巨大的懊悔在此刻填满了整个心脏,眼前好似又浮现了一抹雾气,顾攸宁低着头,握着托盘的手指由于太过用力正在微微颤抖,那托盘上的白瓷盘一震一震的,终于惹得谈欣回过神,她看着人喊道:“顾娘子。”
由于谈言的缘故,她无疑是认识顾攸宁的。
只是不明白她为什么会在这,索性问人,“你怎么会在这?”说话的时候,谈欣的眼中没有隐藏探究和打量,她知道她那个蠢哥哥十分喜欢顾攸宁,这大半年一有空就往酒肆跑,被人拒绝了无数次还乐此不彼。
今天她出门的时候,谈言还在家里一会往外走一会又往回走,问了一句,知道是想约顾攸宁出门看烟花,只是之前被人拒绝过不知道该怎么开口。
她都想敲敲谈言的头问问顾攸宁究竟有什么好的!
不过一个开酒肆的,除了长得好看身材好,有什么资格进她谈家的门?偏他跟吃了迷魂药似的,还有其他人也是,以前一个个只知道追在她屁股后面,现在一群人凑在一起,三句不离顾攸宁!

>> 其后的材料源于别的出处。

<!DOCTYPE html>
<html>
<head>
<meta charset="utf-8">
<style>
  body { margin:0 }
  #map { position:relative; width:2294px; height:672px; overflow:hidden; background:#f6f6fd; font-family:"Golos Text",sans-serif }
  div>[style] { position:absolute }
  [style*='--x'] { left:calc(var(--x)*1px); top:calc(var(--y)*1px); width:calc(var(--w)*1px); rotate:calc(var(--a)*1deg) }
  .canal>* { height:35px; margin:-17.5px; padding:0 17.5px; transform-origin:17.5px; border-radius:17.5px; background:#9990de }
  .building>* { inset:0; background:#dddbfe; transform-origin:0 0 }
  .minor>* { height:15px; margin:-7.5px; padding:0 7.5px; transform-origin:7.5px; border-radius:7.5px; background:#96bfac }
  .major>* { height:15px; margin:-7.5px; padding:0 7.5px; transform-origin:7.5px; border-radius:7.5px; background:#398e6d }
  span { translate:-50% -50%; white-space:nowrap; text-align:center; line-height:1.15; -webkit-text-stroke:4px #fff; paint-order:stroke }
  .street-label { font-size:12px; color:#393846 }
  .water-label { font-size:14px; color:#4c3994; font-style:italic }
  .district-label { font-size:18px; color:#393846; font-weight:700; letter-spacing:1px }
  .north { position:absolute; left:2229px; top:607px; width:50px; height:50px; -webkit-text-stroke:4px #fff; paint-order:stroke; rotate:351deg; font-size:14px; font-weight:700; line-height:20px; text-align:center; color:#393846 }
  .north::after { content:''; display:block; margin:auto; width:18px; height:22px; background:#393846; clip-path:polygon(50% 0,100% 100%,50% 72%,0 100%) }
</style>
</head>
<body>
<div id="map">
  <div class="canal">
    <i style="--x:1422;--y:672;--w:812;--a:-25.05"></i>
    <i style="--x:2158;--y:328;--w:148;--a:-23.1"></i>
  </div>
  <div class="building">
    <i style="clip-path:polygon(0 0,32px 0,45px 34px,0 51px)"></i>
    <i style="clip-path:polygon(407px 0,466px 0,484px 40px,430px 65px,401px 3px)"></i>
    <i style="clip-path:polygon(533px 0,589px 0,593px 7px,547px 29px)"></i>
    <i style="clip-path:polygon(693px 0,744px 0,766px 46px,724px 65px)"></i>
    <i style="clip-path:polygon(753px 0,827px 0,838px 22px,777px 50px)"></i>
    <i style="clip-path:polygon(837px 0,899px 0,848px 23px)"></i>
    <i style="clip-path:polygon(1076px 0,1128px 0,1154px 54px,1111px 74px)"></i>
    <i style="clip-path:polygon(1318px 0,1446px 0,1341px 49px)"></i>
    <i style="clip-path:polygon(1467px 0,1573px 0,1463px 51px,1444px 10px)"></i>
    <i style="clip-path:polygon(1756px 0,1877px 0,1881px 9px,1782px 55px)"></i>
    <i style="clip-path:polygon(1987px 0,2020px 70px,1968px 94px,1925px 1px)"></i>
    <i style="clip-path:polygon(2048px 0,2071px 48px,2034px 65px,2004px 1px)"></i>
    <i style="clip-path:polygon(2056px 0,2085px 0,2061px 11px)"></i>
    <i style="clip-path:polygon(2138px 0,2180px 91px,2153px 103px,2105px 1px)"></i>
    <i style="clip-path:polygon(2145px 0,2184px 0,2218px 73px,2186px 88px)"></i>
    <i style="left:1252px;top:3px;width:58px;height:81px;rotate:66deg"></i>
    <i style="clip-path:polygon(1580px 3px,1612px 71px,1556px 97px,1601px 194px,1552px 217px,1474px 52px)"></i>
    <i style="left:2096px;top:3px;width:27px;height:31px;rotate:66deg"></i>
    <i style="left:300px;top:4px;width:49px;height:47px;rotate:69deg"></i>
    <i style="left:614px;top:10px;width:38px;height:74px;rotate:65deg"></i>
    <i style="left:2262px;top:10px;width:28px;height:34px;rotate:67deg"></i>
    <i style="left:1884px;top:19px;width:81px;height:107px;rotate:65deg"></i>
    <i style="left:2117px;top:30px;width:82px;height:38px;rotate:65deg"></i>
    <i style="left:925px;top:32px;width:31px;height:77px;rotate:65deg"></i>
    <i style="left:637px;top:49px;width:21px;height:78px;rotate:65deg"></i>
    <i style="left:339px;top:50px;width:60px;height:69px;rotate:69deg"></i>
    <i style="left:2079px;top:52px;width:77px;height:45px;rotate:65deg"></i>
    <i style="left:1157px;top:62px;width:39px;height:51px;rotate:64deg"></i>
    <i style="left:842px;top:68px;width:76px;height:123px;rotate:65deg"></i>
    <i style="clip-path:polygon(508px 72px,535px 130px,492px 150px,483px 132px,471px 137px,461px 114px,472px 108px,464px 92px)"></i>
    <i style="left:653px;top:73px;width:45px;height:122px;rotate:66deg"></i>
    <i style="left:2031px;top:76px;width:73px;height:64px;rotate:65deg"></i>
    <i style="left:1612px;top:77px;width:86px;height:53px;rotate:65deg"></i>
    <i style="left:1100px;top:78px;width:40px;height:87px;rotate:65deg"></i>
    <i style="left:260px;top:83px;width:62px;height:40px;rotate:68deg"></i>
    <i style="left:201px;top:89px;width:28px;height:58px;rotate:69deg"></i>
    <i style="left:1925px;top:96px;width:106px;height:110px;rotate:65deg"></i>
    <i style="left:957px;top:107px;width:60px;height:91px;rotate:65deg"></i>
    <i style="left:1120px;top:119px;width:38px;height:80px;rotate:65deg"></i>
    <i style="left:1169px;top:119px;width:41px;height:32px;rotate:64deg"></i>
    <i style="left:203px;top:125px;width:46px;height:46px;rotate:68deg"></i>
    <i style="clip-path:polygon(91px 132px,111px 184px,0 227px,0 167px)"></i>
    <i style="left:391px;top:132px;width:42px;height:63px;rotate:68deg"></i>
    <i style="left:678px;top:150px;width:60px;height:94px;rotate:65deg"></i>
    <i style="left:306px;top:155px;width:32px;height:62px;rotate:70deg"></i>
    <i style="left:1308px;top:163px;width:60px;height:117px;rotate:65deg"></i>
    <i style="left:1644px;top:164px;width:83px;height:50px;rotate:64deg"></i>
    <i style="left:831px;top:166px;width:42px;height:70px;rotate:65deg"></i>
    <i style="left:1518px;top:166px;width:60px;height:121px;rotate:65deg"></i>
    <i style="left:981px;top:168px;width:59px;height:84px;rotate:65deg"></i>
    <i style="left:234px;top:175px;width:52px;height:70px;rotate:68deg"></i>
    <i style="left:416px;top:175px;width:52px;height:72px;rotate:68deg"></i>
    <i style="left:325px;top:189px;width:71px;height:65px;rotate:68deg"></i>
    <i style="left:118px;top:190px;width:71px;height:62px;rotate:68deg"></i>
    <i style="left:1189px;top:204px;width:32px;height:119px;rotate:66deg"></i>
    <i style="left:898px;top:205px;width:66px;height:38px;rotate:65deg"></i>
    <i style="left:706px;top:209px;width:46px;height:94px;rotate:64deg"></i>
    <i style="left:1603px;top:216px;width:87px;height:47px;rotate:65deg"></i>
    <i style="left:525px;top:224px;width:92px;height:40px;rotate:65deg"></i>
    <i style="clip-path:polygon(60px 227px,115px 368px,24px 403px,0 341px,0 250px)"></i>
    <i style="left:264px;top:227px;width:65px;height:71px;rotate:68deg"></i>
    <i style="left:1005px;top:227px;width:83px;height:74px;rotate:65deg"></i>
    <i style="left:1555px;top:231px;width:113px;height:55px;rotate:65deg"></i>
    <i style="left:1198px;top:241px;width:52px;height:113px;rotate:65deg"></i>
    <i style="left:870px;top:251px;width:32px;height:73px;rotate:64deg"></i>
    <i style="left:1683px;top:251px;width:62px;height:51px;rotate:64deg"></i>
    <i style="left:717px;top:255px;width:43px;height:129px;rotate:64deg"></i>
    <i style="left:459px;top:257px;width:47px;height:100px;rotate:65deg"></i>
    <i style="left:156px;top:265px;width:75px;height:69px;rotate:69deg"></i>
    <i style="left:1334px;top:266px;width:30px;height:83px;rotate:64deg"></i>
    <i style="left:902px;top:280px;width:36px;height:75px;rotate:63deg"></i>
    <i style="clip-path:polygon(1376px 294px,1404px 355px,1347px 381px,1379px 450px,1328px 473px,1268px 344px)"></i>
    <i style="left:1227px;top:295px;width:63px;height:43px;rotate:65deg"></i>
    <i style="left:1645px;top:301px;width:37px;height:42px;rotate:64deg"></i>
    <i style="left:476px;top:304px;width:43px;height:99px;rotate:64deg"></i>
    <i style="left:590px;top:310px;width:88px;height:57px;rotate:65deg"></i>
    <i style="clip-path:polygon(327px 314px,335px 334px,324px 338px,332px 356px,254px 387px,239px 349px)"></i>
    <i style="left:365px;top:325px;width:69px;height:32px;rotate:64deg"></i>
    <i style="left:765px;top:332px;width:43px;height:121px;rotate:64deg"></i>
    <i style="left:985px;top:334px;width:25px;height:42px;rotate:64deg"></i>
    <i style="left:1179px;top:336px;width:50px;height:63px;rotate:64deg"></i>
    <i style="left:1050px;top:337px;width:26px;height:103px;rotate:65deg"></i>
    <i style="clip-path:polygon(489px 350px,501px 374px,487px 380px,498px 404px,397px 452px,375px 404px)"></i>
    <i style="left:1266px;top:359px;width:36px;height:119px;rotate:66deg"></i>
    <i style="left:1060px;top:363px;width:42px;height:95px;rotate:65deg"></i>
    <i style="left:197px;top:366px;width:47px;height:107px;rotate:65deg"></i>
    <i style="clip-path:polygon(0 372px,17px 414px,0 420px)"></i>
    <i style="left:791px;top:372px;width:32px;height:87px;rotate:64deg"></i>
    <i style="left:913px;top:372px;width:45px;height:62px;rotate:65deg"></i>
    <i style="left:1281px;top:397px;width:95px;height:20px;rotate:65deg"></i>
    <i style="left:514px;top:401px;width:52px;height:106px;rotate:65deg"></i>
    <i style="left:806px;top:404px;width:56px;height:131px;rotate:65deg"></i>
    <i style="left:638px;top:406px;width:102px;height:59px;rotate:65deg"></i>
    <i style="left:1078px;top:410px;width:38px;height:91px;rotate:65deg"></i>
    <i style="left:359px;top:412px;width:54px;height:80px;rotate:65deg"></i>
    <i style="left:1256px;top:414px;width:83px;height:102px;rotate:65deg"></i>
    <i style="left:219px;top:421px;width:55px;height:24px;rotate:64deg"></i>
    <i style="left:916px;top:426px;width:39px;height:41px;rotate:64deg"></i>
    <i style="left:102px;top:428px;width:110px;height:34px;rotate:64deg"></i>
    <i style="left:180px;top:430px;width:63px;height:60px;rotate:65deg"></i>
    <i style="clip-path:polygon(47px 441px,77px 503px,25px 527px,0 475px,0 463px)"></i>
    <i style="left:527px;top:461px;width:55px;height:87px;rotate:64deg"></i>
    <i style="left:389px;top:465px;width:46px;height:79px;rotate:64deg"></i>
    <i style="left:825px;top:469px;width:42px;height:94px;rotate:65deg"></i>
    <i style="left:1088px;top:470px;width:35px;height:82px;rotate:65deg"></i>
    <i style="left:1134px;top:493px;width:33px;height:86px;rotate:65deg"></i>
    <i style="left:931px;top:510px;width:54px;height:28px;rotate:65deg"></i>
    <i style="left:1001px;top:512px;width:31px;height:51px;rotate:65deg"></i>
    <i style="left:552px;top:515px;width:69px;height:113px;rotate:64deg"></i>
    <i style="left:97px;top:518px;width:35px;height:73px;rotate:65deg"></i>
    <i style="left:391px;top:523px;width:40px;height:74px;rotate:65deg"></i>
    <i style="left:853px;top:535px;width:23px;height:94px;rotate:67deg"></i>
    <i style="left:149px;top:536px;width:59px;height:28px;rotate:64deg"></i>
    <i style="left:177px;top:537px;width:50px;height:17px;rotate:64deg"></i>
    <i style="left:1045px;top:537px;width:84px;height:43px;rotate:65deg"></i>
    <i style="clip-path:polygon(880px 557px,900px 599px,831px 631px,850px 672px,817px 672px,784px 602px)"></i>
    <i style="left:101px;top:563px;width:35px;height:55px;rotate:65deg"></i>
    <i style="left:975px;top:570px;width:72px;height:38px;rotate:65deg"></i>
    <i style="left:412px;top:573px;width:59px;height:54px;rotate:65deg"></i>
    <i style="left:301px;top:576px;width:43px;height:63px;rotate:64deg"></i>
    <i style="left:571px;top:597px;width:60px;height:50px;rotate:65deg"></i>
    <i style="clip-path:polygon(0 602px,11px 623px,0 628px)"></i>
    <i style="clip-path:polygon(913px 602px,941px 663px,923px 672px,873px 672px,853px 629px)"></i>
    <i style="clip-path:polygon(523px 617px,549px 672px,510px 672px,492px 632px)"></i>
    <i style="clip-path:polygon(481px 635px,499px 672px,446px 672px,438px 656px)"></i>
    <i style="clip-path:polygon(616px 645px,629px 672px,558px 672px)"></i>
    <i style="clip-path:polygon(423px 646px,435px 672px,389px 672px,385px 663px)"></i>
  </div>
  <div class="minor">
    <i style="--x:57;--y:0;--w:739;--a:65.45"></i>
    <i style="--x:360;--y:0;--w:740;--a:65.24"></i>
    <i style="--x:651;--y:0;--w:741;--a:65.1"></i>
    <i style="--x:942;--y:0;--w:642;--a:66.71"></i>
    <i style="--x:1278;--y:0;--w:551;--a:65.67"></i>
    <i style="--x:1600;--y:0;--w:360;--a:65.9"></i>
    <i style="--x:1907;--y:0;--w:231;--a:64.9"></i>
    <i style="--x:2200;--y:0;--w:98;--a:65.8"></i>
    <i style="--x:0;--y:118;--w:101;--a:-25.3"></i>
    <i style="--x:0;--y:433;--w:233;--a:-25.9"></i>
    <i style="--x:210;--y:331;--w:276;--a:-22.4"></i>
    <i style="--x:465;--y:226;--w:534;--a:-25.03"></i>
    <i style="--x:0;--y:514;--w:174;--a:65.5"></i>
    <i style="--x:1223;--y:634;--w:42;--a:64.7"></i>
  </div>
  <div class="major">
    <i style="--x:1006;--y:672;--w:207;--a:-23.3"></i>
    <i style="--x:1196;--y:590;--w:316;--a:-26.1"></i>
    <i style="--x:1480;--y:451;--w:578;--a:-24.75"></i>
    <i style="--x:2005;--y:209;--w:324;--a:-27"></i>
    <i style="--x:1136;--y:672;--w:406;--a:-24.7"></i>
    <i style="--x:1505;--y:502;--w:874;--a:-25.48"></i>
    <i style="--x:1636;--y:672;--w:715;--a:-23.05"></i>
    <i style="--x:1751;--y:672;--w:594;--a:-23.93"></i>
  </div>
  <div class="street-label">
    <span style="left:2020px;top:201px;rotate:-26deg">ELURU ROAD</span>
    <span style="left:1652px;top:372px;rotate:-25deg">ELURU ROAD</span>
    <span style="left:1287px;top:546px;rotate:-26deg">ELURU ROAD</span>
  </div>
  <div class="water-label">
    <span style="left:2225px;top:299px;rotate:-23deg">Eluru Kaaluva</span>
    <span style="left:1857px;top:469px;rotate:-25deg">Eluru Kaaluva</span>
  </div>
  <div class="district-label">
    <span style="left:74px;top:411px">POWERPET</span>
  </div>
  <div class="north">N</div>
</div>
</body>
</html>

谈欣早就习惯了众人的追捧,如今因为顾攸宁有了落差,自然对她提不上喜欢。
更不用说今日居然还在姬朝宗的屋子里看见她!
怪不得不接受她哥哥,原来是待价而沽,等着更好的人选啊!谈欣一想到这,杏眸一眯,对顾攸宁的存在是越发不爽了……可她不是那种光会娇蛮使性的人,这会姬朝宗还在这,她便是再不高兴也不会发作,只是侧过头,扬着一双明媚的笑眼问姬朝宗,“姬郎,你怎么把她叫来了呀?”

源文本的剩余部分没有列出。